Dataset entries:
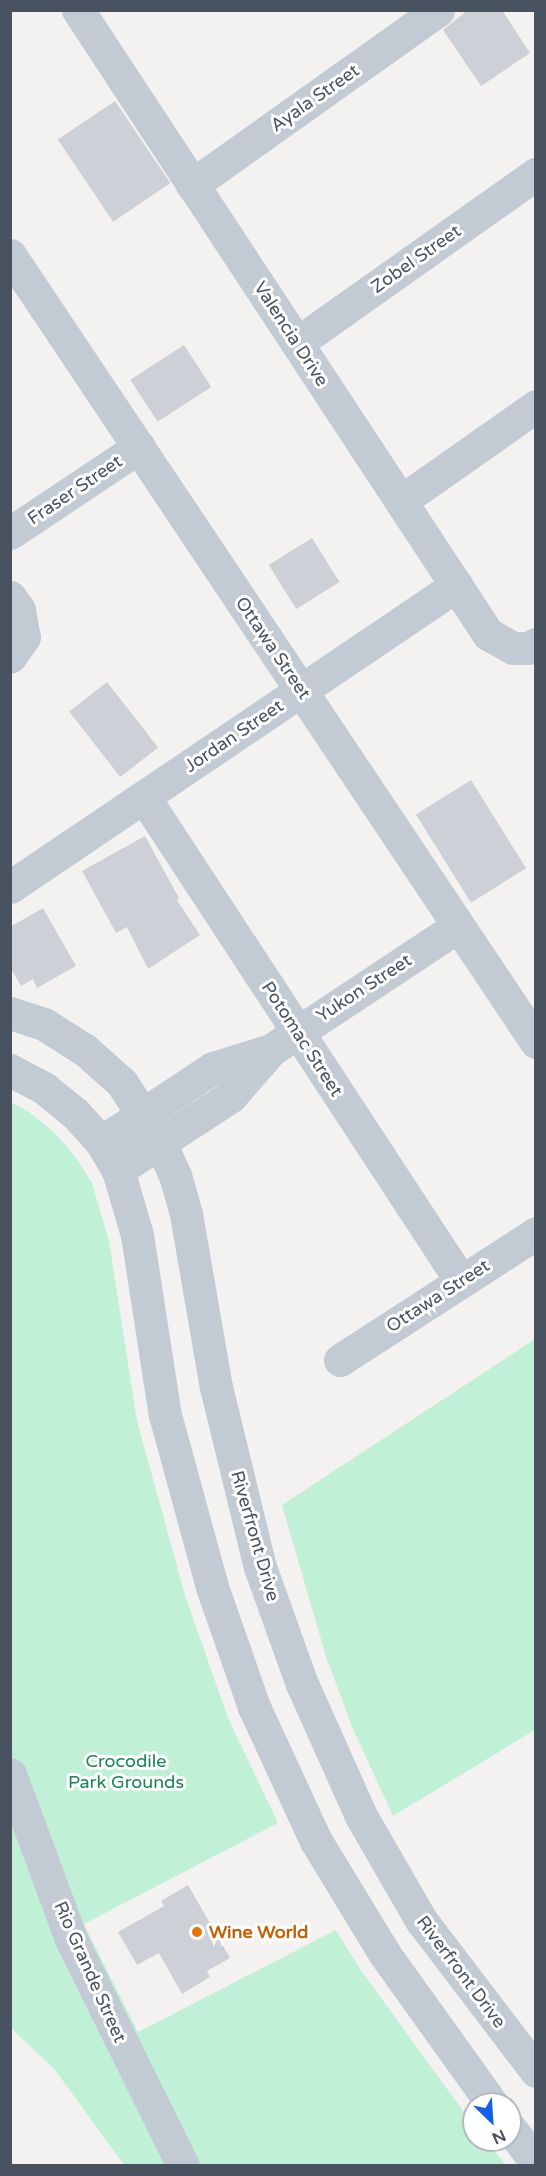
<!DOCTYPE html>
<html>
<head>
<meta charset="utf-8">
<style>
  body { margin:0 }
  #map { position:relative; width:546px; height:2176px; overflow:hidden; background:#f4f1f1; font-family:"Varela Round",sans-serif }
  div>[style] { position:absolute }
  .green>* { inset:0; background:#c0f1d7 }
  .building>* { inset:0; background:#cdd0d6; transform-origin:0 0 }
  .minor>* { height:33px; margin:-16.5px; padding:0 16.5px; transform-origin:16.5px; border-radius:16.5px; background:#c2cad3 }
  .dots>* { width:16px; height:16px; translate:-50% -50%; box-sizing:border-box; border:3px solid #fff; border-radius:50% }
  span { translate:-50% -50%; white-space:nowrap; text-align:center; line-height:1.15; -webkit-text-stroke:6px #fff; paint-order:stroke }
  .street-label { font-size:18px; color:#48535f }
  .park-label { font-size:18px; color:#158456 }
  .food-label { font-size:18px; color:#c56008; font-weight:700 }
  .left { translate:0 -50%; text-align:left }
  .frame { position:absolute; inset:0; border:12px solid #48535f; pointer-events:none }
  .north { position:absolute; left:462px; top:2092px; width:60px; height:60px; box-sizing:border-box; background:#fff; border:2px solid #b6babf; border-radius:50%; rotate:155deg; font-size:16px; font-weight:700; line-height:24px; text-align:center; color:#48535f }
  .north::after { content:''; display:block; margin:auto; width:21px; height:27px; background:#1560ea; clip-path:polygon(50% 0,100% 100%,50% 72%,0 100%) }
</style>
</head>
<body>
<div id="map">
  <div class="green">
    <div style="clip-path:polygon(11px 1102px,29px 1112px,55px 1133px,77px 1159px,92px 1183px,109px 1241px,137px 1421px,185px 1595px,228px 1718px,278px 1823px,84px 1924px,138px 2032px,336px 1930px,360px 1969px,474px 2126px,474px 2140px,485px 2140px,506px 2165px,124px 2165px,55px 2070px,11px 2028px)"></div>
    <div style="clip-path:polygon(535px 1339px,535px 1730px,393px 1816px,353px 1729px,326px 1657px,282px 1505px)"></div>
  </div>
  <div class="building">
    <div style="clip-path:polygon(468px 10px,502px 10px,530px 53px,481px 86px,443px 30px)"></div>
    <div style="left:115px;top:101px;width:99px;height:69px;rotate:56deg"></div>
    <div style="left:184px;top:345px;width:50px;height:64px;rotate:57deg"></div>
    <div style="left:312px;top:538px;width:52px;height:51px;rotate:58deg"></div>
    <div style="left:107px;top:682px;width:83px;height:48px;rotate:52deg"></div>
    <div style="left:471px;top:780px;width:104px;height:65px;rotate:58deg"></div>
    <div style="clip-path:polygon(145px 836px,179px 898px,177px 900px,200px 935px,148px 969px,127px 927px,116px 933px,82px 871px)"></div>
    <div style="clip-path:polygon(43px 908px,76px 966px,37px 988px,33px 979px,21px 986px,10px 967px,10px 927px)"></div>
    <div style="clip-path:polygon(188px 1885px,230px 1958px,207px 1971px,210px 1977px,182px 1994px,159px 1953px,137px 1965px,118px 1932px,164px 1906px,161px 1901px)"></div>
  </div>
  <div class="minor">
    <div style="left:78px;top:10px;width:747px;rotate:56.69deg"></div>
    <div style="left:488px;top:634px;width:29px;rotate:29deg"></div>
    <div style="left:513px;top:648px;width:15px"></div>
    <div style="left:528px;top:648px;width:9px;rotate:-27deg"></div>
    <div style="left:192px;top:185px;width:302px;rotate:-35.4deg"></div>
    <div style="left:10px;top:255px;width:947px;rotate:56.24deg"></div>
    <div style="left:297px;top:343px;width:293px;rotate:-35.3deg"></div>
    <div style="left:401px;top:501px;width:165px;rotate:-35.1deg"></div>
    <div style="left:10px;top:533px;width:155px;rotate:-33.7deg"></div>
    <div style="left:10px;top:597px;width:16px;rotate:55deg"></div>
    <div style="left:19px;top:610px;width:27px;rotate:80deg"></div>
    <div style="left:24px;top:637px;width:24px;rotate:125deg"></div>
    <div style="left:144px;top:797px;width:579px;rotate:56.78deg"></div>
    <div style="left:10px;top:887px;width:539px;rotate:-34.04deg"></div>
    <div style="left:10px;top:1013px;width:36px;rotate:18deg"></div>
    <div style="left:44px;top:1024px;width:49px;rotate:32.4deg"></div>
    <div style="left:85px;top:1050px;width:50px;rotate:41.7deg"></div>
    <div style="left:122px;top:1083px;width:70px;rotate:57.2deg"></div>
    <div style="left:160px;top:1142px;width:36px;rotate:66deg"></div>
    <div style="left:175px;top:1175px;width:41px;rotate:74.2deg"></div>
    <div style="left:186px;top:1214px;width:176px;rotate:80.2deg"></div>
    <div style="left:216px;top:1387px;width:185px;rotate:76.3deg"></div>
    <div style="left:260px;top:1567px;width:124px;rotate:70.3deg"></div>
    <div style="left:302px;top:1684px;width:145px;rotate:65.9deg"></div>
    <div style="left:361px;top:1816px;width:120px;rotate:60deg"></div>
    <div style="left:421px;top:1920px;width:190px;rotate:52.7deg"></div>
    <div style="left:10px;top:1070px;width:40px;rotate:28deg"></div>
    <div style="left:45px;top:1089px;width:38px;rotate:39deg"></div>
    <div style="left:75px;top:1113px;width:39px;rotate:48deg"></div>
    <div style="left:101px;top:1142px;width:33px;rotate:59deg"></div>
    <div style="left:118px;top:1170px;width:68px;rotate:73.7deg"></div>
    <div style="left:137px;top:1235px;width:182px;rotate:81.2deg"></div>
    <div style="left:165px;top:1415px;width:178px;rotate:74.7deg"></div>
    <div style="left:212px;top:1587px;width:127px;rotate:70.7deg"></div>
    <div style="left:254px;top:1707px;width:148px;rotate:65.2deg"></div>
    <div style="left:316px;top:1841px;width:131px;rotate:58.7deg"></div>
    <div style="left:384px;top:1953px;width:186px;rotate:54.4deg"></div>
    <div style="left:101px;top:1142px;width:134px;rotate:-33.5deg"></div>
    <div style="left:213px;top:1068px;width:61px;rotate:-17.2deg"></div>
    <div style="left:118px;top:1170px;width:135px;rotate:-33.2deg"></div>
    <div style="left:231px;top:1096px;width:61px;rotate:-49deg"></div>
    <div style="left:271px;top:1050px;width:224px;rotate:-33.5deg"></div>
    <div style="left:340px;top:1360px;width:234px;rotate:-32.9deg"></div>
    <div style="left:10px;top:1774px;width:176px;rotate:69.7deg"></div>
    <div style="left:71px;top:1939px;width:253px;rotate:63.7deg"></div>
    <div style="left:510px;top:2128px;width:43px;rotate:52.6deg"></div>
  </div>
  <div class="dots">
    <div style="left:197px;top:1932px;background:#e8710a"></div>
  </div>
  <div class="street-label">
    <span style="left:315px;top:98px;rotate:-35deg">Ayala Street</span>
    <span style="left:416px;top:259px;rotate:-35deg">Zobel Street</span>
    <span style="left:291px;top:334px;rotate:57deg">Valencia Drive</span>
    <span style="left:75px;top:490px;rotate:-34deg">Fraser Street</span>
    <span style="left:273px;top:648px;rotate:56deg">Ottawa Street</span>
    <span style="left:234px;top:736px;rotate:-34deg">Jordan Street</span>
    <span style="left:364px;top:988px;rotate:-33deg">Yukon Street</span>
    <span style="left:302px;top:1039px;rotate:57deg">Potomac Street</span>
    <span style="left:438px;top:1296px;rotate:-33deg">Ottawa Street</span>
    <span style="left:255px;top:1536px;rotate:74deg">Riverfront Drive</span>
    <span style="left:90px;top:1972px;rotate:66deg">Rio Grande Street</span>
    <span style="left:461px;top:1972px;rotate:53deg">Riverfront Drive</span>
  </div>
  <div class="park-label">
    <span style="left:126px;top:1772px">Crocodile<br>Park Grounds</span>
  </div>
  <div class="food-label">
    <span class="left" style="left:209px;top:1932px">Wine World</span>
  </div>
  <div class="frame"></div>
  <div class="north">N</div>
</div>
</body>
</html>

### Exercise
Reproduce exactly the lines of the entries above from the first through the line with "width:16px; height:16px; translate:-50%", both included; pictures should not be reproduced.

### Answer space
<!DOCTYPE html>
<html>
<head>
<meta charset="utf-8">
<style>
  body { margin:0 }
  #map { position:relative; width:546px; height:2176px; overflow:hidden; background:#f4f1f1; font-family:"Varela Round",sans-serif }
  div>[style] { position:absolute }
  .green>* { inset:0; background:#c0f1d7 }
  .building>* { inset:0; background:#cdd0d6; transform-origin:0 0 }
  .minor>* { height:33px; margin:-16.5px; padding:0 16.5px; transform-origin:16.5px; border-radius:16.5px; background:#c2cad3 }
  .dots>* { width:16px; height:16px; translate:-50% -50%; box-sizing:border-box; border:3px solid #fff; border-radius:50% }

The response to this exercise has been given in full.